Stephen Curry, der im dritten Viertel zwischenzeitlich 16 Punkte in Folge für sein Team erzielte, war mit 30 Zählern einmal mehr überragender Akteur seines Teams. Viertelübergreifend legten die Warriors einen 72:27-Run aufs Parkett, besonders im dritten Abschnitt (40:15) spielte man mit dem Gegner Katz und Maus.

"Ich kann mich nicht erinnern, dass es einem von uns schon einmal passiert ist, bei einem 50-Punkte-Spiel im Gewinnerteam zu sein", sagte Curry.

Festus Ezeli gelang mit 11 Punkten und zehn Rebounds das erste Double-Double seiner Karriere, Draymond Green (11/9/8 Assists) flirtete mit einem Triple-Double.

Memphis trifft kein Scheunentor

Für die Gäste war es die höchste Niederlage der Franchise-Geschichte. Memphis erschreckende Statistiken? 27,1 Prozent aus dem Feld, eine 13-prozentige Dreierquote, ein deutlich verloren geganges Reboundduell (44:65).

Marc Gasol (13 Punkte, neun Rebounds) zeigte noch am ehesten Normalform im Team von Dave Joerger, das seine zweite Niederlage im vierten Spiel kassierte.
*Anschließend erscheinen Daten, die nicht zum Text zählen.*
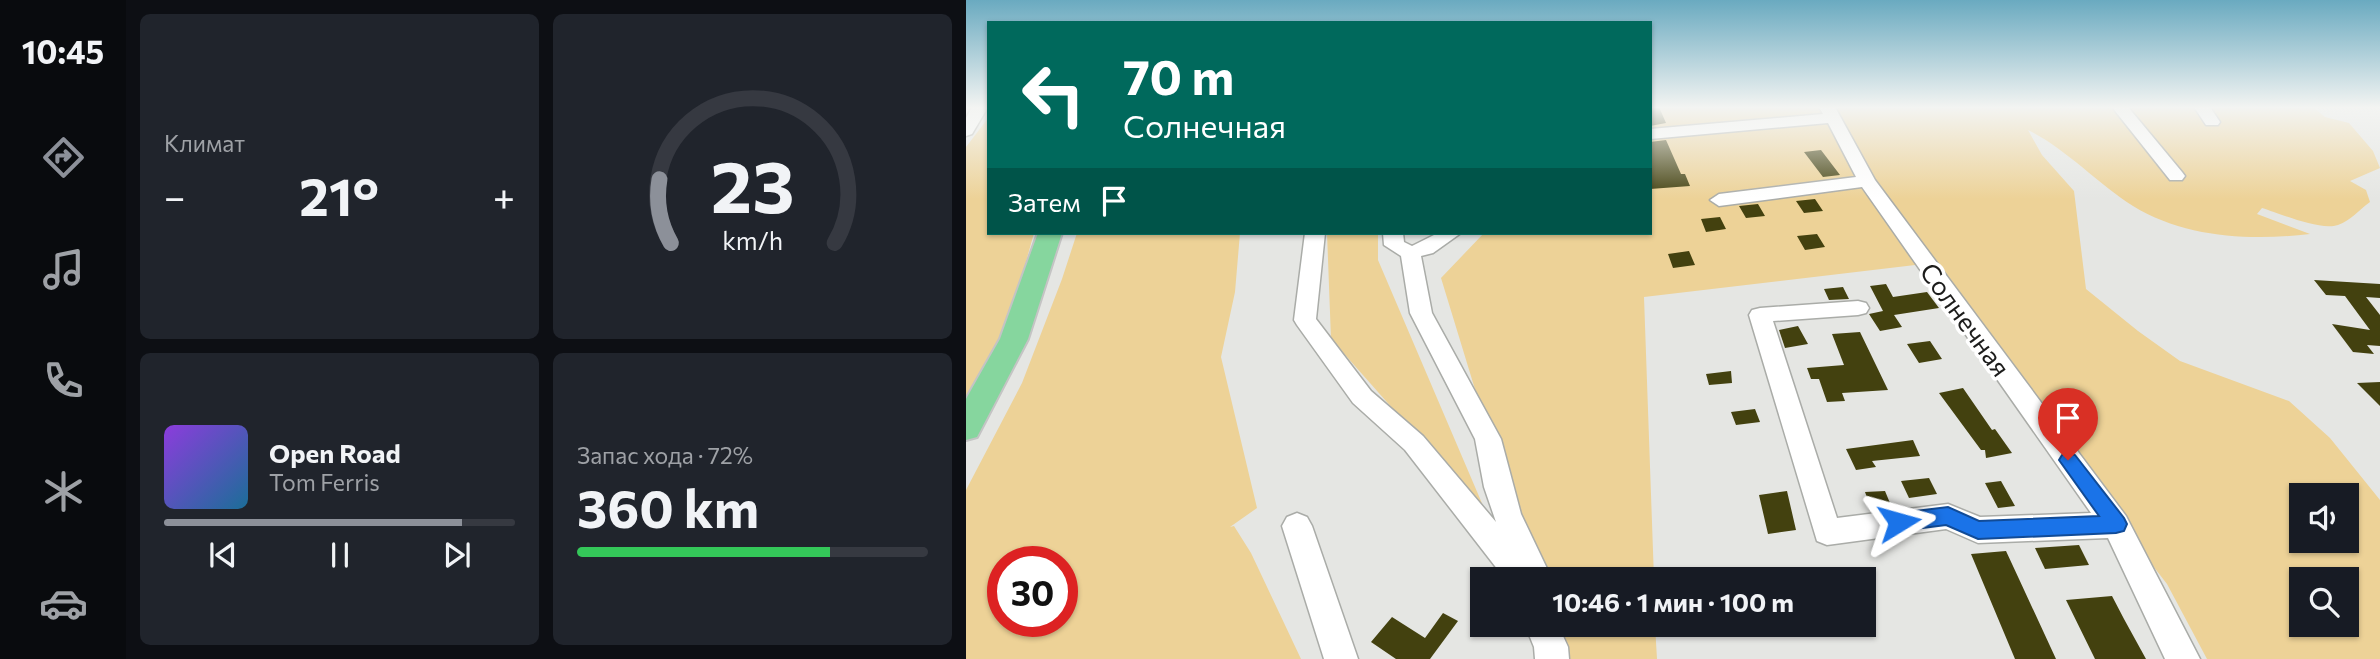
<!DOCTYPE html>
<html lang="ru">
<head>
<meta charset="utf-8">
<style>
	:root { --surface:#171b24; --page:#20242c; --text:#f1f3f6; --muted:#9ea1a6; --line:#363941; --accent:#8c9099 }
	body { margin:0; font-family:Commissioner,sans-serif; background:var(--page); color:var(--text); height:100vh; display:flex; flex-direction:column; font-size:26px; white-space:nowrap }
	* { box-sizing:border-box; margin:0 }
	p { font-size:23px; color:var(--muted) }
	.icon { flex:none; width:38px; height:38px; fill:none; stroke:currentColor; stroke-width:2; stroke-linecap:round; stroke-linejoin:round }
	.map { position:relative; flex:1; overflow:hidden }
	.drawer { display:flex; flex-direction:column; gap:14px; padding:14px; background:#0d0f14; width:840px }
	.drawer>* { flex:none }
	.guide { position:absolute; left:21px; top:21px; width:665px; height:214px; border-radius:0px; box-shadow:0 2px 5px #0004; background:#00695c; color:#fff; overflow:hidden }
	.controls { position:absolute; left:1323px; top:483px; display:grid; gap:14px }
	.controls a { display:grid; place-items:center; width:70px; height:70px; border-radius:0px; background:var(--surface); box-shadow:0 2px 5px #0004; font-size:35px }
	.speed { position:absolute; left:21px; top:546px; display:flex; gap:14px; font-size:35px; font-weight:700; text-align:center }
	.speed>* { display:grid; place-content:center; width:91px; height:91px; border-radius:50%; background:var(--surface); box-shadow:0 2px 5px #0004; line-height:1 }
	.speed .limit { border:10px solid #d22; background:#fff; color:#111 }
	.pin { position:absolute; display:grid; place-items:center; width:60px; height:60px; color:#fff; margin:-72px -30px; border-radius:50% 50% 50% 0; rotate:-45deg; box-shadow:0 0 7px #0007 }
	.pin .icon { rotate:45deg }
	.me { position:absolute; width:77px; margin:-38px; rotate:82deg; stroke-linejoin:round; filter:drop-shadow(0 0 5px #0008) }
	.turn { display:flex; align-items:center; gap:24px; height:147px; padding:0 21px; font-size:32px }
	.turn .icon { width:91px; height:91px; stroke-width:2.5 }
	.turn b { display:block; font-size:49px; line-height:60px }
	.then { display:flex; align-items:center; height:66px; padding:0 21px; background:#0003; gap:14px; font-size:26px }
	.big { font-size:52px; font-weight:700; line-height:1.1 }
	.drawer .card { flex:1; display:flex; flex-direction:column; justify-content:center; gap:10px; min-width:0; padding:0 24px; border-radius:10px; background:var(--page) }
	.drawer .dial { align-items:center; gap:0 }
	.dial svg { height:182px; overflow:visible; fill:none; stroke:var(--line); stroke-width:7; stroke-linecap:round; text-anchor:middle }
	.dial text { fill:var(--text); stroke:none }
	.song { display:flex; align-items:center; gap:21px }
	.cover { width:84px; height:84px; border-radius:10px; background:linear-gradient(135deg,hsl(270 70% 55%),hsl(200 70% 35%)) }
	.played { height:7px; border-radius:4px; background:linear-gradient(90deg,var(--accent) 85%,var(--line) 85%) }
	.keys { display:flex; justify-content:space-around; direction:ltr }
	.heat { display:flex; justify-content:space-between; align-items:center; font-size:38px; direction:ltr }
	.charge { height:10px; border-radius:5px; background:linear-gradient(90deg,#34c759 72%,var(--line) 0) }
	.drawer .tiles { flex:1; display:grid; gap:14px; grid-template-columns:repeat(2,1fr) }
	.trip { position:absolute; left:504px; top:567px; width:406px; height:70px; border-radius:0px; background:var(--surface); box-shadow:0 2px 5px #0004; font-weight:700; line-height:70px; text-align:center }
	main { display:flex; flex:1; min-height:0 }
	.dock { display:flex; flex-direction:column; width:126px; justify-content:space-around; align-items:center; background:#090b0e; color:var(--muted) }
	.dock .icon { width:49px; height:49px }
	.dock .active { color:var(--accent) }
	.dock b { font-size:32px; color:var(--text) }
	.map>svg:first-child { display:block }
</style>
</head>
<body>
<main>
<nav class="dock">
<b>10:45</b>
<svg class="icon active" aria-label="directions" viewBox="0 0 24 24"><path d="M12 3l9 9-9 9-9-9zM9 14v-3h6M13 9l2 2-2 2"/></svg>
<svg class="icon" aria-label="music" viewBox="0 0 24 24"><path d="M9 18V5l10-2v13"/><circle cx="6" cy="18" r="3"/><circle cx="16" cy="16" r="3"/></svg>
<svg class="icon" aria-label="phone" viewBox="0 0 24 24"><path d="M5 4h4l2 5-3 2q2 4 5 5l2-3 5 2v4C11 20 4 13 5 4z"/></svg>
<svg class="icon" aria-label="climate" viewBox="0 0 24 24"><path d="M12 3v18M4 7l16 10M4 17L20 7"/></svg>
<svg class="icon" aria-label="car" viewBox="0 0 24 24"><path d="M5 17H2v-5l4-1 3-4h7l3 4 3 1v5h-3M9 17h6M6 11h13"/><circle cx="7" cy="17" r="2"/><circle cx="17" cy="17" r="2"/></svg>
</nav>
<section class="drawer">
<div class="tiles">
<div class="card"><p>Климат</p>
<div class="heat"><a>−</a><b class="big">21°</b><a>+</a></div>
</div>
<div class="card dial"><svg viewBox="0 0 100 80">
<path d="M14 69A42 42 0 1 1 86 69"/>
<path d="M14 69A42 42 0 0 1 9 41" stroke="#8c9099"/>
<text x="50" y="56" font-size="32" font-weight="700">23</text>
<text x="50" y="72" font-size="11">km/h</text>
</svg></div>
<div class="card">
<div class="song"><i class="cover"></i><div><b>Open Road</b><p>Tom Ferris</p></div></div>
<div class="played"></div>
<div class="keys"><svg class="icon" aria-label="previous" viewBox="0 0 24 24"><path d="M18 5L8 12l10 7zM5 5v14"/></svg><svg class="icon" aria-label="pause" viewBox="0 0 24 24"><path d="M8 5v14M16 5v14"/></svg><svg class="icon" aria-label="next" viewBox="0 0 24 24"><path d="M6 5l10 7-10 7zM19 5v14"/></svg></div>
</div>
<div class="card"><p>Запас хода · 72%</p><b class="big">360 km</b><div class="charge"></div></div>
</div>
</section>
<div class="map">
<svg width="1414" height="659" viewBox="0 0 1414 659">
	<rect width="100%" height="100%" fill="#e5e6e3"/>
	<path fill="#edd297" fill-rule="evenodd" d="M684,107h663l12,10 24,6 24,28 7,17 -30,13 16,9 4,12c-11,8 -19,18 -32,23 -18,6 -57,-11 -76,-17l-5,6 53,20c-59,7 -125,4 -177,-28 -36,-23 -68,-58 -105,-76l14,25 32,36 12,98 52,42 42,30 109,40 41,37 50,62v159h-173l-40,-75 -146,-188 -89,-133 -288,34 10,282h-121l-92,-301 43,-45h166zM1335,495h46v46h-46zM1335,579h46v46h-46z
		M23,117v116h45c-17,61 -33,122 -68,176v-262z
		M111,233h163l-5,59 -14,65 36,151 -27,19 4,-1 17,27 50,106h-335v-169l56,-107 40,-104zM37,562h59v59h-59z
		M361,233h51v27l109,255 -156,-176z
		M581,625h108l2,34h-99z"/>
	<path fill="#43410f" d="M684,107h9l7,16 -16,3z
		M700,140l15,34h4l5,12 -40,3v-47z
		M855,150l19,25 -17,2 -19,-25z
		M849,199l8,12 -19,2 -8,-12z
		M792,204l7,12 -19,2 -7,-12z
		M754,217l6,12 -20,3 -5,-13z
		M851,234l8,13 -20,3 -8,-14z
		M723,251l6,14 -22,3 -5,-14z
		M1348,280l66,4v14l-14,-1 14,18v31l-13,-1 7,9 -21,-2 -21,-28 38,6 -25,-34 -19,-1z
		M920,284l7,13 34,-5 12,16 -45,7 8,12 -22,4 -11,-17 14,-3 -13,-25z
		M877,287l6,12 -20,1 -5,-11z
		M832,326l10,18 -23,4 -6,-18z
		M894,332l28,58 -46,3 3,8 -18,1 -8,-23h-8l-4,-11 37,-3 -12,-31z
		M964,341l12,18 -23,4 -12,-19z
		M765,371l1,12 -23,2 -3,-11z
		M1414,382v24l-23,-23z
		M997,388l29,42 3,-1 17,24 -26,5 -1,-8h-4l-42,-57z
		M789,409l5,13 -24,3 -5,-13z
		M947,440l7,16 -48,5 4,6 -20,3 -10,-21z
		M963,478l8,16 -28,4 -8,-17z
		M1035,481l14,25 -17,2 -13,-25z
		M821,491l9,39 -28,4 -9,-39z
		M919,491l7,17 -20,3 -7,-19z
		M1113,545l10,20 -44,4 -10,-21z
		M1040,551l13,28 37,80h-41l-44,-105z
		M1146,596l12,23 22,40h-51l-29,-59z
		M477,613l15,8 -28,38h-34l-25,-17 21,-25 33,21z"/>
	<g fill="none" stroke-linecap="round" stroke-linejoin="round">
		<defs>
			<path id="minor" d="M6,107h16l-16,27 -6,2v-18z
				M853,107h16l40,73 251,336 74,143h-35l-57,-121 -130,5 -32,-14 -119,16 -10,-4 -68,-226 3,-5 8,-2 98,-7 8,2 3,5 -3,5 -8,2 -85,6 64,197 111,-14 32,13 111,-4 -229,-326 -143,19 -9,-6 9,-6 137,-17 -28,-54 -178,16v-10l173,-15z
				M1146,107h16l54,65 3,4 -3,4h-12z
				M1228,107h16l10,15 -2,3h-12z
				M339,233h20l-9,86 55,72 52,45 73,86 -12,-35 -9,-48 -65,-126 -9,-57 -17,-11 -1,-12h20l1,9 8,4 26,-13h23l-28,20 -12,3 11,57 69,126 20,75 31,65h-47l-100,-129 -52,-47 -56,-78 -3,-5z
				M331,513l10,4 5,9 46,133h-34l-42,-133 5,-9z
				M559,625h33l10,22 1,12h-34l-1,-12z"/>
			<path id="major" d="M72,233h24l-34,106 -51,98 -11,3v-41l34,-60z"/>
		</defs>
		<use href="#minor" stroke="#aaaca8" stroke-width="3"/>
		<use href="#major" stroke="#c4c4c4" stroke-width="4"/>
		<use href="#minor" fill="#fff" fill-rule="evenodd"/>
		<use href="#major" fill="#86d69e" fill-rule="evenodd"/>
	</g>
	<linearGradient id="sky" x2="0" y2="1"><stop stop-color="#6aaac0"/><stop offset="0.54" stop-color="#f3f4f2"/><stop offset="1" stop-color="#f3f4f2" stop-opacity="0"/></linearGradient>
	<rect width="1414" height="199" fill="url(#sky)"/>
	<path fill="#1a73e8" stroke="#114b97" stroke-width="2" d="M1102,453l7,2 49,63 3,6 -3,7 -8,2 -138,6 -32,-14 -47,6 -7,-3 -3,-6 3,-6 7,-3 49,-6 31,14 120,-5 -40,-56 3,-5z"/>
	<g text-anchor="middle" dominant-baseline="central" stroke-width="7" stroke-linejoin="round" paint-order="stroke">
		<g font-size="26" fill="#1c1c1b" stroke="#fff">
			<text transform="translate(1000 319) rotate(54)">Солнечная</text>
		</g>
	</g>
</svg>
<div class="controls">
<a><svg class="icon" aria-label="sound" viewBox="0 0 24 24"><path d="M4 9h4l5-4v14l-5-4H4zM17 9q2 3 0 6"/></svg></a>
<a><svg class="icon" aria-label="search" viewBox="0 0 24 24"><circle cx="10" cy="10" r="6"/><path d="M15 15l6 6"/></svg></a>
</div>
<div class="speed"><div class="limit">30</div></div>
<div class="pin" style="left:1102px;top:460px;background:#d93025"><svg class="icon" aria-label="arrive" viewBox="0 0 24 24"><path d="M6 21V4h12l-3 4 3 4H6"/></svg></div>
<svg class="me" style="left:933px;top:522px" viewBox="-20 -20 40 40"><path d="M0-17L14 15 0 8-14 15z" fill="#1a73e8" stroke="#fff" stroke-width="4"/></svg>
<div class="trip">10:46 · 1 мин · 100 m</div>
<div class="guide">
<div class="turn"><svg class="icon" aria-label="left" viewBox="0 0 24 24"><path d="M17 20v-9H6M10 6l-5 5 5 5"/></svg><div><b>70 m</b>Солнечная</div></div>
<div class="then">Затем<svg class="icon" aria-label="arrive" viewBox="0 0 24 24"><path d="M6 21V4h12l-3 4 3 4H6"/></svg></div>
</div>
</div>
</main>
</body>
</html>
Golden State war derweil auf Rekordjagd. In den ersten vier Spielen haben die Warriors unter Interimstrainer Luke Walton ihre Gegner mit insgesamt 100 Punkten Unterschied bezwungen - das ist neuer NBA-Rekord.

Warriors auf Rekordjagd

In der Partie selbst stellten die Gastgeber mit 55 Defensivrebounds eine weitere vereinsinterne Bestmarke auf. Der bisherige Rekord der Franchise lag bei 52, aufgestellt am 3. Dezember 1974. Der letzte 50-Punkte-Sieg der "Dubs" lag 24 Jahre zurück. (Inside US Sports - das Magazin am Mi., 23.30 Uhr)

Curry, der bereits zum dritten Mal in diesem Jahr in einem Viertel mehr als 20 Punkte scorte, wandelt derweil weiter in Michael Jordans Sphären. Mit 148 Punkten erzielte der MVP des Vorjahrs in den ersten vier Partien nur acht Zähler weniger als "His Airness" in der Saison 1991-1992.

Seine bisher 21 Dreier sind neuer NBA-Rekord.

Von fehlendem Hunger ist beim Meister nichts zu spüren. Gut für die Warriors, schlecht für den Rest der Liga.